What the task requires: Return every entry below exactly as written, minus the pictures.

Dataset entries:
################

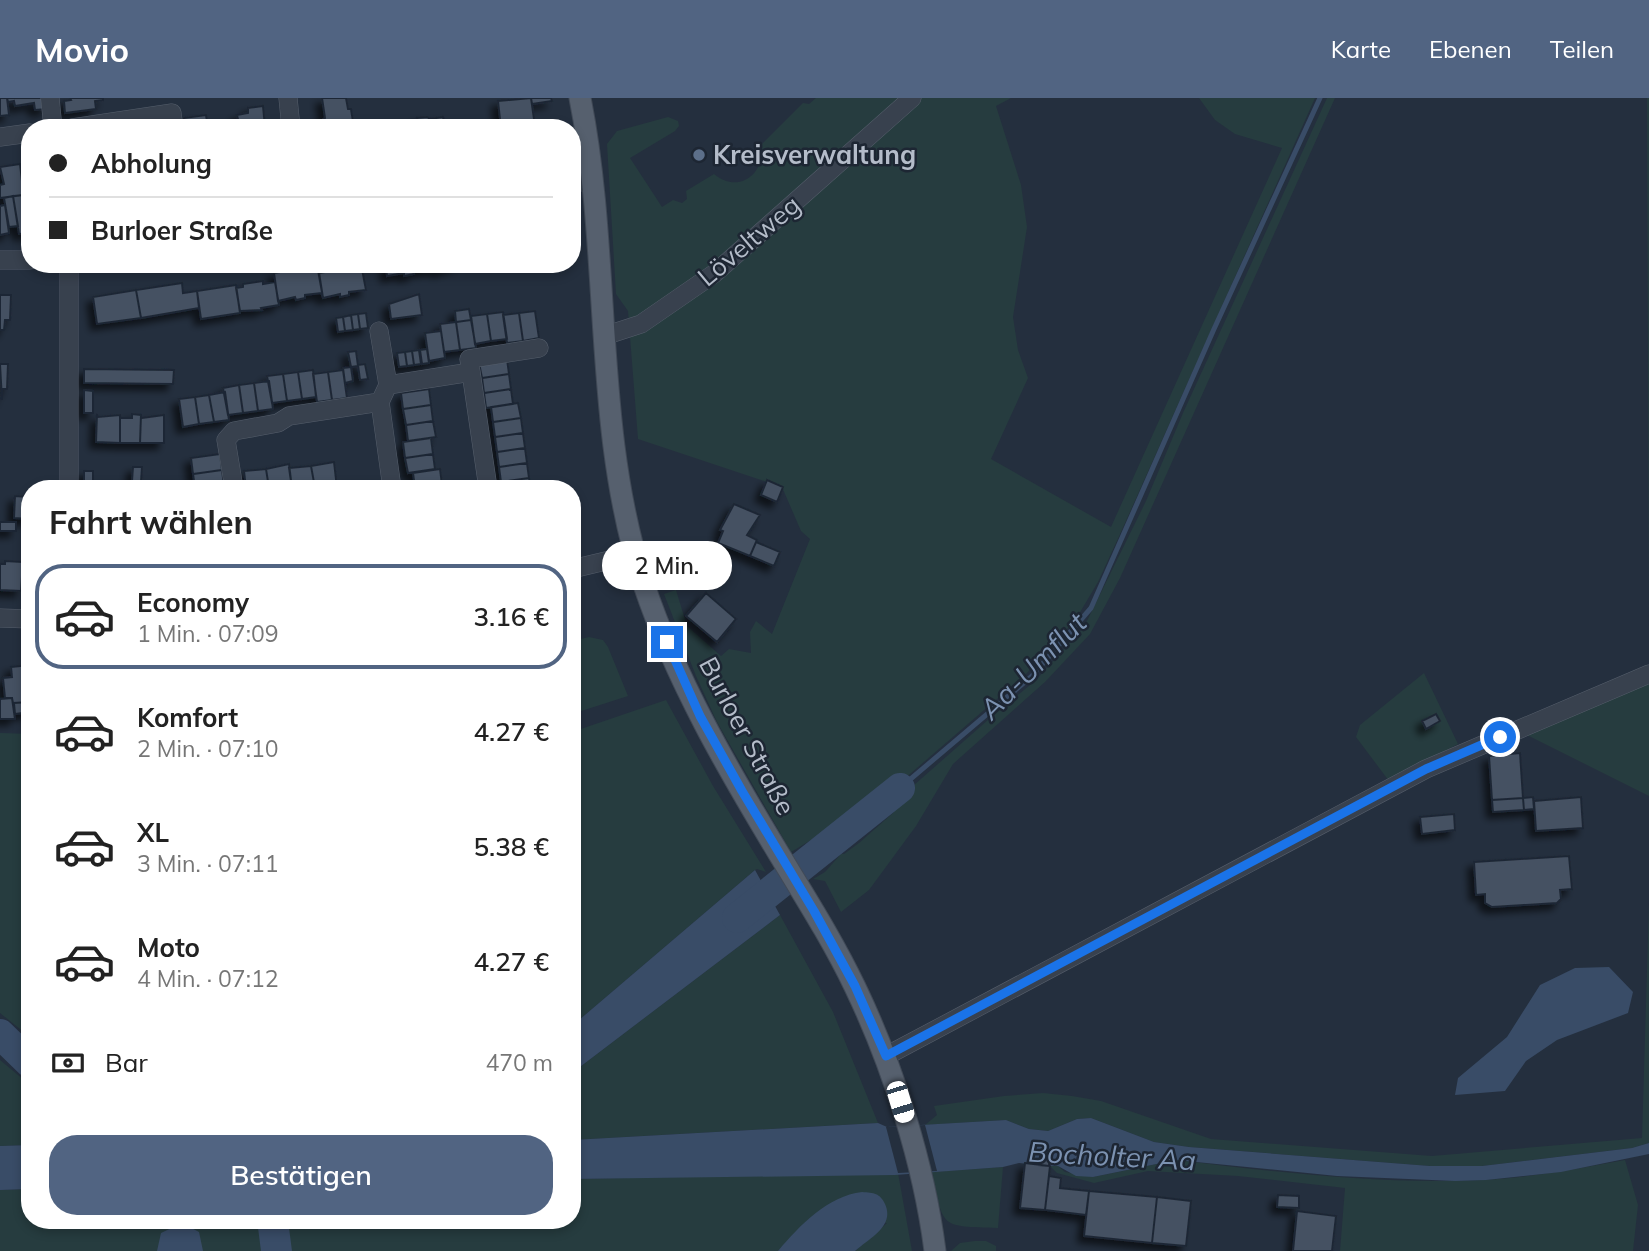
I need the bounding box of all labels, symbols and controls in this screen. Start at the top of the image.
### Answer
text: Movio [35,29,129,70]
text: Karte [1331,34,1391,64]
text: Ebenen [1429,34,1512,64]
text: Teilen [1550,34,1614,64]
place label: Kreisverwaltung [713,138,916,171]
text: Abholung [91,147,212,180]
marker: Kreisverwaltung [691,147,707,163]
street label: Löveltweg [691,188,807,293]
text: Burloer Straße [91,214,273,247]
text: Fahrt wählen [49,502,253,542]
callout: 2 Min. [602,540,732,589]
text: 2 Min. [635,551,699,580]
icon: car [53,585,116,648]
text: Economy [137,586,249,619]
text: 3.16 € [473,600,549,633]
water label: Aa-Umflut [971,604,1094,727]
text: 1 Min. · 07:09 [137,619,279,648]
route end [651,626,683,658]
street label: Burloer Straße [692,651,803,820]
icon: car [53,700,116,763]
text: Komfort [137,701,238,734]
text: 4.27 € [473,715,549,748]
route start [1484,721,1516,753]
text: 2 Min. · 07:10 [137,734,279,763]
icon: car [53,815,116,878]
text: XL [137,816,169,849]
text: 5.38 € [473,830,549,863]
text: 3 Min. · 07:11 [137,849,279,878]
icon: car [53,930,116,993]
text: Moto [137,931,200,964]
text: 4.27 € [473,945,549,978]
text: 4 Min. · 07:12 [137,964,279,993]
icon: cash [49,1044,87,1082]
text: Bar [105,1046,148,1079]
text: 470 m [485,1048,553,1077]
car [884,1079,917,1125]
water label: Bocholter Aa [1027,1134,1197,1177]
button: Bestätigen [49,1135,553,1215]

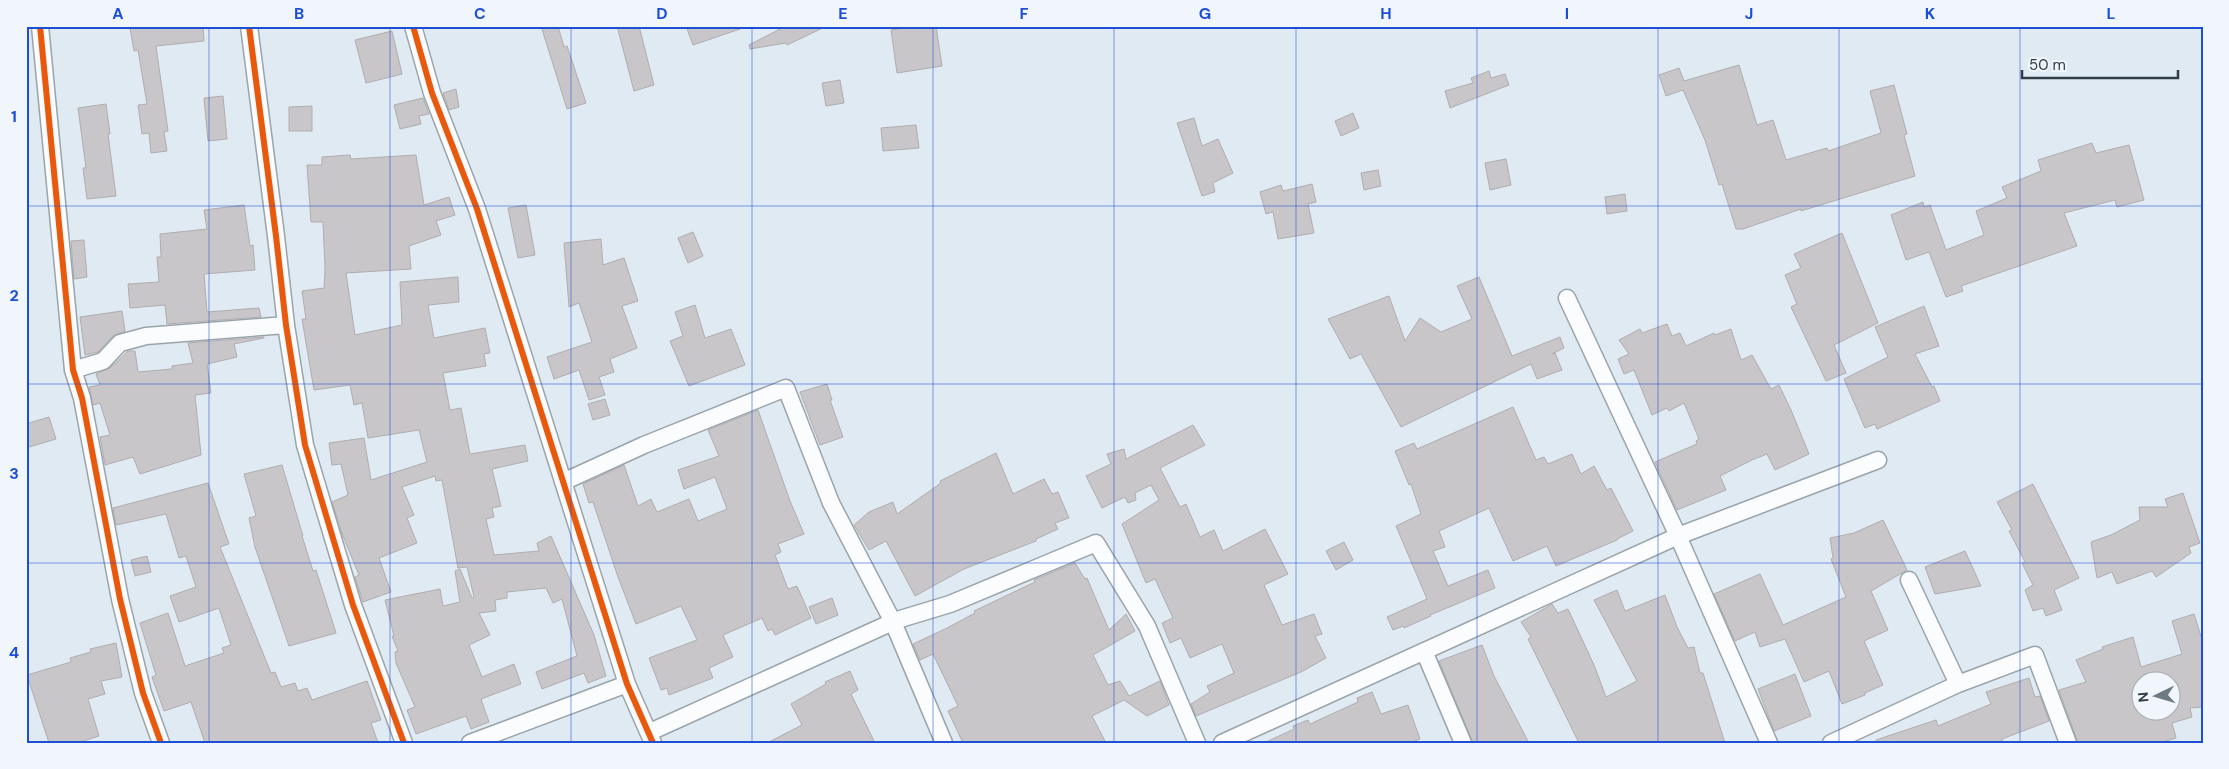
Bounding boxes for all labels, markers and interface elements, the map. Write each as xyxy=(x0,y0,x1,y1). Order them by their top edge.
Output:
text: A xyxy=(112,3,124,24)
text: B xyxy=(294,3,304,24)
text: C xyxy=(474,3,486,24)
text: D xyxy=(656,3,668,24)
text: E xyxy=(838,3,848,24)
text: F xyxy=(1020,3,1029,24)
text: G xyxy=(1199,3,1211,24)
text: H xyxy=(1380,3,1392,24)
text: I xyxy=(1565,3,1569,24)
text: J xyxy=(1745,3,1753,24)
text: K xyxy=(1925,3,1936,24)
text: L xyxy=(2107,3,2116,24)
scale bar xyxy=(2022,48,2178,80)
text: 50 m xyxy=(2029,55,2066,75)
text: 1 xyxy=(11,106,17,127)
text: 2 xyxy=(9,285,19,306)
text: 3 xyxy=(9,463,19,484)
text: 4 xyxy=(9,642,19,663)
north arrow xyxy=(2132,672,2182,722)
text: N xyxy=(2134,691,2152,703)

################

Task answer:
I need the bounding box of all labels, symbols and controls in this screen. Start at the top of the image.
### Answer
text: Movio [35,29,129,70]
text: Karte [1331,34,1391,64]
text: Ebenen [1429,34,1512,64]
text: Teilen [1550,34,1614,64]
place label: Kreisverwaltung [713,138,916,171]
text: Abholung [91,147,212,180]
marker: Kreisverwaltung [691,147,707,163]
street label: Löveltweg [691,188,807,293]
text: Burloer Straße [91,214,273,247]
text: Fahrt wählen [49,502,253,542]
callout: 2 Min. [602,540,732,589]
text: 2 Min. [635,551,699,580]
icon: car [53,585,116,648]
text: Economy [137,586,249,619]
text: 3.16 € [473,600,549,633]
water label: Aa-Umflut [971,604,1094,727]
text: 1 Min. · 07:09 [137,619,279,648]
route end [651,626,683,658]
street label: Burloer Straße [692,651,803,820]
icon: car [53,700,116,763]
text: Komfort [137,701,238,734]
text: 4.27 € [473,715,549,748]
route start [1484,721,1516,753]
text: 2 Min. · 07:10 [137,734,279,763]
icon: car [53,815,116,878]
text: XL [137,816,169,849]
text: 5.38 € [473,830,549,863]
text: 3 Min. · 07:11 [137,849,279,878]
icon: car [53,930,116,993]
text: Moto [137,931,200,964]
text: 4.27 € [473,945,549,978]
text: 4 Min. · 07:12 [137,964,279,993]
icon: cash [49,1044,87,1082]
text: Bar [105,1046,148,1079]
text: 470 m [485,1048,553,1077]
car [884,1079,917,1125]
water label: Bocholter Aa [1027,1134,1197,1177]
button: Bestätigen [49,1135,553,1215]

Bounding boxes for all labels, markers and interface elements, the map. Write each as xyxy=(x0,y0,x1,y1). Order them by their top edge.
Output:
text: A xyxy=(112,3,124,24)
text: B xyxy=(294,3,304,24)
text: C xyxy=(474,3,486,24)
text: D xyxy=(656,3,668,24)
text: E xyxy=(838,3,848,24)
text: F xyxy=(1020,3,1029,24)
text: G xyxy=(1199,3,1211,24)
text: H xyxy=(1380,3,1392,24)
text: I xyxy=(1565,3,1569,24)
text: J xyxy=(1745,3,1753,24)
text: K xyxy=(1925,3,1936,24)
text: L xyxy=(2107,3,2116,24)
scale bar xyxy=(2022,48,2178,80)
text: 50 m xyxy=(2029,55,2066,75)
text: 1 xyxy=(11,106,17,127)
text: 2 xyxy=(9,285,19,306)
text: 3 xyxy=(9,463,19,484)
text: 4 xyxy=(9,642,19,663)
north arrow xyxy=(2132,672,2182,722)
text: N xyxy=(2134,691,2152,703)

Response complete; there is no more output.